How I become a Shopify Developer: Chiara Zielinsky
Welcome Chiara! What was your first interaction with code?
My first interaction was when I was 11 or 12. I'm an internet baby so I grew up with Angelfire, GeoCities and had my little community of other young internet geeks at the time. I got exposure to basic HTML then. But I let that go and it wasn’t until my late 20s that I picked it back up again.
Did you study computer science or take related courses in university?
I was taking humanities. I was learning about psychology and sociology which taught me a lot of good skills like critical thinking, but I always assumed that computer science was for men. That was the vibe in the early 2000’s.
And right around that time, my brother who’s 5 years younger than me - decided to skip college and go straight into a career which I felt was a really wise decision. He went into video game development and quickly started to earn a great living. I was working in restaurants at the time, and he asked me: Why aren’t you coding? You’ve been playing around with code all your life - why don’t you jump in?
So I took a part-time course to test the waters again - and I felt reborn. I immediately enrolled in an amazing Toronto based bootcamp called Juno and I got hired within 2 days of graduating.
What was the bootcamp experience like?
It was amazing. The CEO, Heather Payne became my mentor, and so many of my former teachers are high up at Shopify and classmates are very successful in other roles.
Tell me about that first job after the bootcamp: What did you go into?
I started at a marketing agency, I was the email developer. And at the time, HTML email was very hard and taught me a lot of logic. I spent every night working until 11pm, and after a year I was ready for the next challenge.
I met with the CEO who couldn’t give me a raise and felt like I wasn’t ready to go into freelance. I recently remembered that because it did hurt to hear that at the time - and I’m sure it fueled more fire in me to go out and become a successful freelance developer.
But I was fortunate to receive a month's worth of pay - and then I found a job within a week. I had met someone from the bootcamp who worked on a Shopify App - and a large portion of their work was actually services-led. They were listed on the Shopify expert directory and received tones of requests every day. I took those on basically single-handedly, and with little Shopify experience. And that’s what’s gotten me to where I’m at today!
So when did you officially go full-time freelance?
This was in 2018. I picked up some local jobs for places like Toronto tourism or a roast coffee company. And then Richard from Storetasker reached out to me - and the rest is history!
Looking back - Are you happy with your pivot into freelance?
Well for one - I don't call myself a freelancer anymore. Nothing wrong with the word, but it feels a little “young”. I call myself a business owner - which is really what best describes where I’m at.
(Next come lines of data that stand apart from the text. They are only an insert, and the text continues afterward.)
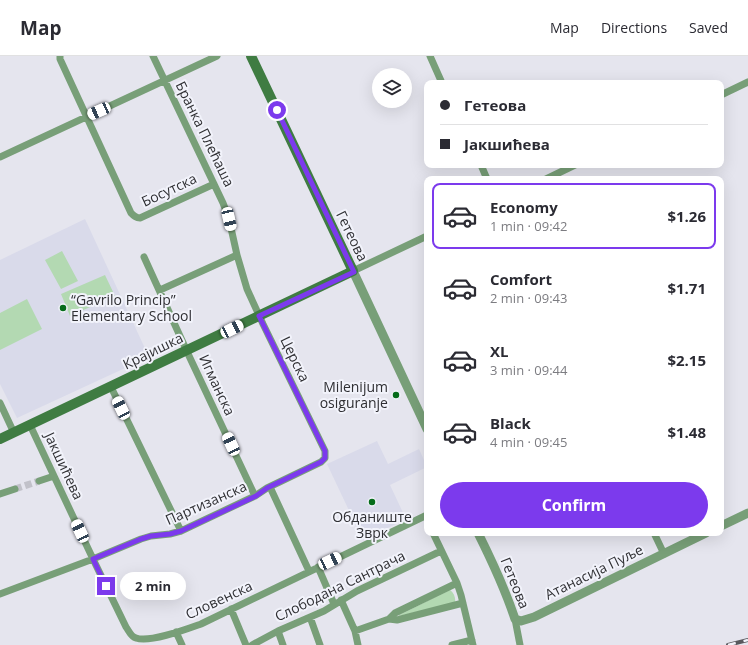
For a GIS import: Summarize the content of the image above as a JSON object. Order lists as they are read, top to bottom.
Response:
{
  "streets": {
    "main road": ["Гетеова", "Крајишка"],
    "street": [
      "Бранка Плећаша",
      "Босутска",
      "Церска",
      "Игманска",
      "Јакшићева",
      "Партизанска",
      "Атанасија Пуље",
      "Слободана Сантрача",
      "Словенска"
    ]
  },
  "crossings": [
    ["Бранка Плећаша", "Босутска"],
    ["Бранка Плећаша", "Крајишка"],
    ["Бранка Плећаша", "Церска"],
    ["Гетеова", "Крајишка"],
    ["Гетеова", "Атанасија Пуље"],
    ["Крајишка", "Церска"],
    ["Крајишка", "Игманска"],
    ["Крајишка", "Јакшићева"],
    ["Церска", "Партизанска"],
    ["Игманска", "Партизанска"],
    ["Јакшићева", "Партизанска"],
    ["Јакшићева", "Словенска"]
  ],
  "places": ["“Gavrilo Princip” Elementary School", "Milenijum osiguranje", "Обданиште Зврк"],
  "page": {
    "header": "Map",
    "nav": ["Map", "Directions", "Saved"],
    "banner": ["Гетеова", "Јакшићева"],
    "list": [
      {
        "name": "Economy",
        "note": "1 min · 09:42",
        "value": "$1.26"
      },
      {
        "name": "Comfort",
        "note": "2 min · 09:43",
        "value": "$1.71"
      },
      {
        "name": "XL",
        "note": "3 min · 09:44",
        "value": "$2.15"
      },
      {
        "name": "Black",
        "note": "4 min · 09:45",
        "value": "$1.48"
      }
    ],
    "buttons": "Confirm",
    "bubble": "2 min"
  }
}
But I feel so empowered by my job. I'm motivated. I love Storetasker so much, it's given me the flexibility that I needed and I genuinely hope it lasts forever.
So happy to hear that - We’re so lucky to have you with us. What are your thoughts on building a mini-agency? I’m really not interested in that. I do want to expand horizontally and have people I can point to for social media strategy, design etc - but I’m not interested in expanding vertically with other devs on my books.
Any cool brands you’ve recently worked with on Storetasker that you want to give a shout out to?
I wanna give a shout out to a brand called Spärkel. I haven't completed the project yet, but they're from Toronto, and I’ve been fixing a lot of past issues but also introducing them to Shopify 2.0 and it’s going to be a beautiful site when it's done. So big shout out to them!
One last question: What’s one piece of advice you’d give to a young freelancer?
Get a mentor. If you don't have access to a mentor, then find someone that you look up to, someone that has the same aspirations or the same drive and then talk to them. That’s been a huge help for me.